Dr. Samuel P. Scalia, a retired Pikesville physician who conducted research on histoplasmosis and tuberculosis while working with the Baltimore County Health Department, died Tuesday of a neurodegenerative disorder at the Gilchrist Center for Hospice Care in Towson. The Timonium resident was 80.
Born in New York City to immigrant parents from Sicily, Dr. Scalia graduated from Peter Stuyvesant High School in New York at the age of 16. He received a bachelor's degree from New York University and a medical degree from Hahnemann Medical College, now MCP Hahnemann University, in Philadelphia.
He completed an internship and residency in pathology at Fordham Hospital in New York, where he met his wife, the former Ethel Kussel of New York City. The couple married in 1947 and moved to Baltimore a year later so that Dr. Scalia could participate in a residency program at South Baltimore General Hospital, now Harbor Hospital.
In 1950, Dr. Scalia opened a private practice in internal medicine in Pikesville, where he worked with patients until his retirement in 1991.
He served from 1954 to 1956 in the Navy in the Panama Canal Zone and worked part time with the Baltimore County Health Department, serving as chief of tuberculosis control from 1957 to 1974, and senior venereal disease clinician and consultant from 1974 to 1983.
In his public health work, Dr. Scalia met with patients and helped them to understand their medical problems, said Lowell Stewart, a public health investigator with Baltimore County.
"He was the kind of guy who did it all," said Mr. Stewart of his former colleague. "He saw patients and ... he had his hands in all parts of the two programs.
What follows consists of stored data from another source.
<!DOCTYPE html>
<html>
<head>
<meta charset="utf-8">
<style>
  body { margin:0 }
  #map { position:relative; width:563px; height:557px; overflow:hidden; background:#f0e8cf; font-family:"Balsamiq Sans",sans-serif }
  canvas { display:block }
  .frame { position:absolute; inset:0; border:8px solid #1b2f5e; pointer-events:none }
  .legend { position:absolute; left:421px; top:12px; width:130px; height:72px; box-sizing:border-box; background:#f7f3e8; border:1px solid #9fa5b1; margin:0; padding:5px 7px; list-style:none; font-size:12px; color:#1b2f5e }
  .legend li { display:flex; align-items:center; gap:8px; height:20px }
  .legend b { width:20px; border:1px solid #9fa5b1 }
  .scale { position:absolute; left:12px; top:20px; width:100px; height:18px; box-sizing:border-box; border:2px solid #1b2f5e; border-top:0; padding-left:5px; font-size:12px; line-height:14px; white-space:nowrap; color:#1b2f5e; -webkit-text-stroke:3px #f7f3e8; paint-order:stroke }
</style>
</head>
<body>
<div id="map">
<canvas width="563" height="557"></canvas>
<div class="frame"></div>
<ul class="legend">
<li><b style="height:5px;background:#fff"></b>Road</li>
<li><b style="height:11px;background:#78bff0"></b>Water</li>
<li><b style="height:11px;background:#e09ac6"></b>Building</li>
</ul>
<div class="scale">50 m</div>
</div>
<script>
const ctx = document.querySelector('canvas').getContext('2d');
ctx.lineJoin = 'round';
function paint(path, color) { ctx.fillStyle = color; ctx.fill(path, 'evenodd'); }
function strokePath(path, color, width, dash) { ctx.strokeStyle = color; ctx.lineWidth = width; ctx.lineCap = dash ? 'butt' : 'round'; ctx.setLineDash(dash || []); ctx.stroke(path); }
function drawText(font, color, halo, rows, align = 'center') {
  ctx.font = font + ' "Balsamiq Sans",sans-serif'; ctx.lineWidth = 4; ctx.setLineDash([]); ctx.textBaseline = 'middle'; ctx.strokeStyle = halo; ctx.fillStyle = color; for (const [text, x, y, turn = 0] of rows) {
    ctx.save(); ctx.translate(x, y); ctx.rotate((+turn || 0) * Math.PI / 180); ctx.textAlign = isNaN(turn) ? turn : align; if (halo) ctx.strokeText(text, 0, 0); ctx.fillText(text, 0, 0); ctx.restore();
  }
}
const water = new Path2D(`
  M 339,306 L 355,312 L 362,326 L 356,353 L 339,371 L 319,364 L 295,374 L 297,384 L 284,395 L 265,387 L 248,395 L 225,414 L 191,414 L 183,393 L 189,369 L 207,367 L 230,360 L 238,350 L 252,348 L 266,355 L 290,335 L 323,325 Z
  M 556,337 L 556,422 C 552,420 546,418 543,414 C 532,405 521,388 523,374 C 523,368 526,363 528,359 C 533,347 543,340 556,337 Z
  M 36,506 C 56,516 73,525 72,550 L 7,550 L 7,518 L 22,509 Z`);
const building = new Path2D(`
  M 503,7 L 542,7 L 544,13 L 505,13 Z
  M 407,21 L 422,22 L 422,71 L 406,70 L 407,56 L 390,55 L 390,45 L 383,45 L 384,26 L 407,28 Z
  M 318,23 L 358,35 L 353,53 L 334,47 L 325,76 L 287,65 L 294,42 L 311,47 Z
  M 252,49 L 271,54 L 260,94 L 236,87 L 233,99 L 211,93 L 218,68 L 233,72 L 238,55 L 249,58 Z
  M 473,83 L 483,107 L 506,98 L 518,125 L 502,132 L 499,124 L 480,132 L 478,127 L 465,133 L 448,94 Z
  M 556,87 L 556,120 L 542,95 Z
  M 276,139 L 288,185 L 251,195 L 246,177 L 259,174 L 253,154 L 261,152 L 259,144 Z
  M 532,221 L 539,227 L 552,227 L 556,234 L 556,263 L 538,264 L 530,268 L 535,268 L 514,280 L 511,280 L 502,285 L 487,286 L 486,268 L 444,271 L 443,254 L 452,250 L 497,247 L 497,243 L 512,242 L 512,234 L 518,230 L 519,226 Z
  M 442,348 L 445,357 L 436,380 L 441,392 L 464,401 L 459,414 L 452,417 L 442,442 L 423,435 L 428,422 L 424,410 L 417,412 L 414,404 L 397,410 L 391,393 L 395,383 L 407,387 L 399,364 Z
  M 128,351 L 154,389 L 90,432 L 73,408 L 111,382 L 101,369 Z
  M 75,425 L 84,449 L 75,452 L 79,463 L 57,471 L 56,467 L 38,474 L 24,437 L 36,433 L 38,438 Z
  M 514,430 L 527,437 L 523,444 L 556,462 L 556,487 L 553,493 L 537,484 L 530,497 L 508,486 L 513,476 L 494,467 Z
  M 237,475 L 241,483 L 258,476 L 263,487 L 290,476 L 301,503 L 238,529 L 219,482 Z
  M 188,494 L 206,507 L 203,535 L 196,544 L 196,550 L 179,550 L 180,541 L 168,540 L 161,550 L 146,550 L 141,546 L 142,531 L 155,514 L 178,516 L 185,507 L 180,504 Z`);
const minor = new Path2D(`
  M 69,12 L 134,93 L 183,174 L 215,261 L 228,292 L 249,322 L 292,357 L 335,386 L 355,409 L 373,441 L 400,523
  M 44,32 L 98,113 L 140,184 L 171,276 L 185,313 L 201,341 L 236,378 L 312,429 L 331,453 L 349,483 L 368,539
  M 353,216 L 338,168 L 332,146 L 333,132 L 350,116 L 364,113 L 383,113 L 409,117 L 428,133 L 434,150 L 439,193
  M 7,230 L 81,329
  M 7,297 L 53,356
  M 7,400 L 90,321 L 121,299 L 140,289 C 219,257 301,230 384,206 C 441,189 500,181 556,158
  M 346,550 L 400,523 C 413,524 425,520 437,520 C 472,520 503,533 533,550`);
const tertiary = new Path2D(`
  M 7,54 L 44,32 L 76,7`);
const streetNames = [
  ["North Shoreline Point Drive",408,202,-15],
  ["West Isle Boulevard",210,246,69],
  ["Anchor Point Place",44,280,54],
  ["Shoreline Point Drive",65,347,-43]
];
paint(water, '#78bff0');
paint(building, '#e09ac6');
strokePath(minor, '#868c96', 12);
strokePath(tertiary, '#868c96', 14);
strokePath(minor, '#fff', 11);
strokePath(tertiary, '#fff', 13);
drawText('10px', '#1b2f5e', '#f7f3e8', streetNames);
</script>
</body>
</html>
The guy was a ... hard worker, and he always wanted a job well done."
It was during his work with Baltimore County that Dr. Scalia performed research on histoplasmosis, an infectious disease caused by inhaling the microscopic spores of a type of fungus associated with bird droppings. The results of a skin test he administered to Baltimore County pupils were published in 1968 in the Maryland State Medical Journal.
Dr. Scalia is also credited with organizing a five-year tuberculin skin-testing program for Baltimore County high school students and revising and modernizing the county's tuberculosis control program.
As a venereal disease clinician, he took a stand against sexual promiscuity. In a 1972 article in The Evening Sun, Dr. Scalia reported a rise in incidents of venereal disease among young adults in Baltimore County. He blamed parents and school administrators for failing to persuade young adults to abstain from premarital sex.
"I blame it on the schools," Dr. Scalia said at the time. "They are forsaking the three R's for the three P's - Permissiveness, Promiscuity and the Pill."
He was a fellow of the American College of Chest Physicians, a former president of the Maryland Thoracic Society and a member of the Baltimore County Medical Association. Dr. Scalia was a longtime staff member at St. Agnes Hospital, now St. Agnes HealthCare, in Baltimore, where he served as an adviser and mentor to medical students.
"His level of expertise and experience was a source of wisdom for new members entering the medical profession," said Kyle Swisher, president of the St. Agnes Hospital Foundation.
Dr. Scalia was also a devoted fan of opera and big-band music, said daughter Geraldine Scalia of New York City. Ms. Scalia said that her father also enjoyed fine wines and fresh seafood, especially oyster chowder and pasta with shrimp sauce on Christmas Eve.
Ms. Scalia said that her father had a difficult time retiring from his medical practice because he so enjoyed keeping up with his patients, some of whom sought him out because he spoke Italian. Although his wife pushed for moving to Florida or California after he retired, Dr. Scalia wanted to stay in the Baltimore area.
"He hung his first shingle out on Reisterstown Road in 1950," Ms. Scalia said of her father. "He was well known in the community, and he really never wanted to leave, not even to go back to New York. He was a Marylander." Services were held yesterday.
Besides his wife and daughter, Dr. Scalia is survived by two sons, Philip Scalia of Cherry Valley, N.Y., and Michael Scalia of Vienna, Va.; another daughter, Jane Hershberg of Jerusalem; five grandsons; and many nieces and nephews.